The MSCI World Index has lost 6% in two days, while the MSCI Asia Pacific Index was down 5%. Effects from the Brexit are still not fully digested, but markets have recovered fast. The medias and some piqued EU politicians have drawn a much too dramatic and gloomy picture. We don’t think that the Brexit will have many effects and will change major market trends. The FTSE has recovered unexpected well and has even reached a 10-months high on Friday. All in all the MSCI World Index is down just 3% this year, while the MSCI Asia Pacific Index has lost 9% on a local currency basis to date.
Our half year performance overview of the Asia Pacific markets shows that the trends we have seen in the first three months of this year (see First Quarter Performance of APAC Markets – Visible Trends) have not changed much. Thailand (12%), Philippines (12%), Indonesia (9%) and New Zealand (9%) have been the best performing markets in Asia Pacific on a local currency basis so far.
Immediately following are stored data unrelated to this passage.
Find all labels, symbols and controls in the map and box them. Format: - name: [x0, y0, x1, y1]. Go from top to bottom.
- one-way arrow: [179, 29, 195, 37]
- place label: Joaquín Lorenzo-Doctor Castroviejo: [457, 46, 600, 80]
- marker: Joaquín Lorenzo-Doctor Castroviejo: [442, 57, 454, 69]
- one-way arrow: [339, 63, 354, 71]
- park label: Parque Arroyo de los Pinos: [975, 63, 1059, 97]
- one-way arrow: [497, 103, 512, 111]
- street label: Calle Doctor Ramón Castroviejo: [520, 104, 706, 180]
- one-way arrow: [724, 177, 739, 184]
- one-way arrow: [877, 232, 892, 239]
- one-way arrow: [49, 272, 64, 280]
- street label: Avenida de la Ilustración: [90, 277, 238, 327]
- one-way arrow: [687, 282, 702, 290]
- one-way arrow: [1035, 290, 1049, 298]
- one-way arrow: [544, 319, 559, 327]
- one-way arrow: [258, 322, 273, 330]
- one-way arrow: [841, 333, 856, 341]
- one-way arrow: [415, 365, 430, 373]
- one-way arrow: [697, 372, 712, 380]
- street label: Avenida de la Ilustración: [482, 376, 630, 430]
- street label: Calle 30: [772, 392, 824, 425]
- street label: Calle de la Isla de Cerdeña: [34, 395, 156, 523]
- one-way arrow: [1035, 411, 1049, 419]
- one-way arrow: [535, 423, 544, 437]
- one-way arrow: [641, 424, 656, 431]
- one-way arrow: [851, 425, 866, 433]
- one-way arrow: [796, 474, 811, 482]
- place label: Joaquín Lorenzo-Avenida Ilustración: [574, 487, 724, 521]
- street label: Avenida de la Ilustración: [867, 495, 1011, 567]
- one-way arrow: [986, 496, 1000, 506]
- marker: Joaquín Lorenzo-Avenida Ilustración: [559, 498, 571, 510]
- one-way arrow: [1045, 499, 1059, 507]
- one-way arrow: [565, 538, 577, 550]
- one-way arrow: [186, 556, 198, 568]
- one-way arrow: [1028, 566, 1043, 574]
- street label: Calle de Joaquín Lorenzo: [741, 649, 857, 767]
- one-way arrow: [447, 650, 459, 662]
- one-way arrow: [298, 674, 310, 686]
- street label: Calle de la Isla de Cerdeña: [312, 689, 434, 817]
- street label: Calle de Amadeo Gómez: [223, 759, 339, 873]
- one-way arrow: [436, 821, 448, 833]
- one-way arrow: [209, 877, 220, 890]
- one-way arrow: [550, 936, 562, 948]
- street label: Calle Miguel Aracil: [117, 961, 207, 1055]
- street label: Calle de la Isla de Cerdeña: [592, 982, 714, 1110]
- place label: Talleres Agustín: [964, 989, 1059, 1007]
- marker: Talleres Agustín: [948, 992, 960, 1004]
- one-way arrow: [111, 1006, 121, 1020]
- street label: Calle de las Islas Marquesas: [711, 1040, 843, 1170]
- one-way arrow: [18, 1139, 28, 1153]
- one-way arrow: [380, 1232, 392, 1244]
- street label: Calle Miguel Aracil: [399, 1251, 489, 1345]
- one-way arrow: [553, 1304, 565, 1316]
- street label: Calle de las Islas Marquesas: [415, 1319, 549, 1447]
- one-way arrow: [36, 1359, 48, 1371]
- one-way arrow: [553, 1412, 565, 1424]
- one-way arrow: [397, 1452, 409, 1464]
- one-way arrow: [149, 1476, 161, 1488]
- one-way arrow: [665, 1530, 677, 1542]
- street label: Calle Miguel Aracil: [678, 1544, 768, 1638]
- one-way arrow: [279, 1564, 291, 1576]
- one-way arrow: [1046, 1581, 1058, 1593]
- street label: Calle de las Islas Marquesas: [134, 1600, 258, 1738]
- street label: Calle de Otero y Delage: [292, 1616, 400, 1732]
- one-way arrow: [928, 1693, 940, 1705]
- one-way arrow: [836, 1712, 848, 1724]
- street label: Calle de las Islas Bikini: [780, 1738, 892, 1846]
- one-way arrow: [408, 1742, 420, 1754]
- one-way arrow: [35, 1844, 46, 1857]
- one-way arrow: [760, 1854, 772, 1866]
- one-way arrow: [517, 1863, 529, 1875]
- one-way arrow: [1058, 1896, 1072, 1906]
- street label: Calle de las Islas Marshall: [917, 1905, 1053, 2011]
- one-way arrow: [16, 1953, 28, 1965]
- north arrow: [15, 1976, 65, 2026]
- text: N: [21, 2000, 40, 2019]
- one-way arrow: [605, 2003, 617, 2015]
On the downside we have Japan with minus 18% and China with minus 17% on a local currency basis.
The performance of the Asian Pacific markets looks only slightly different for a USD or a EUR investor. Taken into account the exchange rate fluctuations, the best performing market has been Thailand for a USD investor so far with a plus of around 15%, and a plus of around 13% for a EUR investor. A similar picture shows Indonesia (USD 15%/EUR 13%), New Zealand (13%/11%) and the Philippines (12%/11%). At the bottom of our performance list is China with a loss of around 19% for a USD investor and a loss of 20% for a EUR investor caused by the devaluation of the Renminbi. Japan looks much better for a foreign than for a local investor due to a strong gain of the Yen this year. Despite the strong decrease of the Nikkei Index with a minus of 18% this year, a USD investor has lost only 4%, while a EUR investor has lost only 3% to date.
What can we expect from the second half of this year? Major topics which the global markets will have to face in the next months will be the outcome of the US presidential election, the rising interest rates in the US, the never ending debt crisis in Greece which could make the country another candidate to leave the EU, and the remaining uncertainties about China’s economy. Positive signs come from the commodity markets recently. The bottom has most probably been reached and many commodities including oil show again up trending prices. This will boost economies of commodity exporting countries in Asia Pacific such as Indonesia and Australia.
For China and Japan we don’t expect a turnaround this year. The economic problems are still very present in both countries and their stock markets are still in a strong downtrend. The four top performing markets (Thailand, Philippines, Indonesia and New Zealand) will most likely continue to trend with further gains of another five to ten percent this year. The rest of the Asian Pacific markets might oscillate around zero to five percent including India, the country that most analysts have predicted to be the outperformer of the year.